Shipston-on-Stour
- Full name: Shipston-on-Stour Rugby Football Club
- Union: Warwickshire RFU
- Nickname: The Rams
- Founded: 1963; 62 years ago
- Location: Shipston-on-Stour, Warwickshire, England
- Region: Midlands
- Ground: Mayo Road (Capacity: 600)
- League: Regional 2 West Midlands
- 2024–25: 4th
| 1st kit | 2nd kit |

Official website
- www.shipstonrugbyclub.co.uk

= Shipston-on-Stour RFC =

English rugby union club, based in the Warwickshire

Shipston-on-Stour Rugby Football Club is an English rugby union team based in Shipston-on-Stour in Warwickshire. They currently play in Regional 2 West Midlands – a tier 6 league in the English rugby union system – following the club's promotion from Southern Counties North – due to the restructure of the English leagues at the end of the 2021–22 season.

==History==
Formed in 1963 by a group of teachers and old pupils from Shipston High School, the first squad came from wide across the region. During their first season, the 'Rams' were forced to be a nomadic club with no pitch of their own to use. Instead they relied on the facilities at the school and using some local pubs for post-match refreshments.

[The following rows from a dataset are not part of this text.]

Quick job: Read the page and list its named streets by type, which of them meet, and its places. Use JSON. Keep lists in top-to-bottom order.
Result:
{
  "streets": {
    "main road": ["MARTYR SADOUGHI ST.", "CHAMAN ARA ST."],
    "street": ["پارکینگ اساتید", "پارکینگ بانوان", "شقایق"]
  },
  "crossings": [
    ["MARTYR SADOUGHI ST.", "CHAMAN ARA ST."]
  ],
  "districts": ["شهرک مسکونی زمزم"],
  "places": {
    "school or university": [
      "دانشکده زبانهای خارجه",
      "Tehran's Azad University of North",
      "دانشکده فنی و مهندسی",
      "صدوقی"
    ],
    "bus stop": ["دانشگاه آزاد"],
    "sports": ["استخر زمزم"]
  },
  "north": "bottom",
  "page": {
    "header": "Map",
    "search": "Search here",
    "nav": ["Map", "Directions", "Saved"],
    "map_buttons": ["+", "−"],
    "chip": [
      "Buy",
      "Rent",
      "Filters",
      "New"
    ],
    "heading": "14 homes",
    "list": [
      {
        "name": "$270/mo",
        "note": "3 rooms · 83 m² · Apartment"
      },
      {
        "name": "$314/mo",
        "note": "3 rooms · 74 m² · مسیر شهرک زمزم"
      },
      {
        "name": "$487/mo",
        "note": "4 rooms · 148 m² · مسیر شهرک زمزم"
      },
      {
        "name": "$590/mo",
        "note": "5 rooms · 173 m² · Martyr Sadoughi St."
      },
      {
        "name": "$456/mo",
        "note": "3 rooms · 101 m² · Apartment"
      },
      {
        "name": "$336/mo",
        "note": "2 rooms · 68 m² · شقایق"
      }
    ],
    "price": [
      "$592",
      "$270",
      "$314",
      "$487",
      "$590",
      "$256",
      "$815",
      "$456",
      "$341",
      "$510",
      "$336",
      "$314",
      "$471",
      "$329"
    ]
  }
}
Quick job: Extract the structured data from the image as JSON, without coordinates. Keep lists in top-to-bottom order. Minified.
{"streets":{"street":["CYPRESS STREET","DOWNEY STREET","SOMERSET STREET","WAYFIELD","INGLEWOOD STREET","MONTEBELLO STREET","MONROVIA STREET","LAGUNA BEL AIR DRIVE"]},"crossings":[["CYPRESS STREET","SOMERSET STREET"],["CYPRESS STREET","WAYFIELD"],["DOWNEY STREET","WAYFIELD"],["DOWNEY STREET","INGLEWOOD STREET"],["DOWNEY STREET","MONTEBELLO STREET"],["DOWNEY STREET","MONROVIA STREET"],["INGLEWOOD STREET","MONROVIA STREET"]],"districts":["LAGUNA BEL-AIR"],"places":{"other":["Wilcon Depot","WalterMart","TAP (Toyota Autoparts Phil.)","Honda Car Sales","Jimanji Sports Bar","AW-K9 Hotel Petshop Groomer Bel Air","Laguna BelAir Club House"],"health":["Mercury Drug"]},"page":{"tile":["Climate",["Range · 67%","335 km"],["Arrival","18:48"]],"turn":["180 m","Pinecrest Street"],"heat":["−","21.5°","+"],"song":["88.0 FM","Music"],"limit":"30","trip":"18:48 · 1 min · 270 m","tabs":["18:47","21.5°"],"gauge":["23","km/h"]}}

In 1964 they were able to regularly put out two teams and with the help of a local farmer, had a pitch of their own to use. Located in the nearby village of Darlingscote the pitch soon became known as 'The Bowl'. By 1968 they were renting an old barn at the rear of The Bell Inn on Sheep Street and with the assistance of Whitbread Flowers they were able to use this structure as a club house. The club moved again in 1973 but with the help of the town's local inhabitants, the local council, the County Council, the RFU, Middlesex RFU and the players themselves a new plan for a Clubhouse and ground at Mayo Road was created.

The club moved yet again in 2000 although this time they stayed based at Mayo Road and moved next door to a purpose-built club house that had been funded with finance from a Sport England lottery grant.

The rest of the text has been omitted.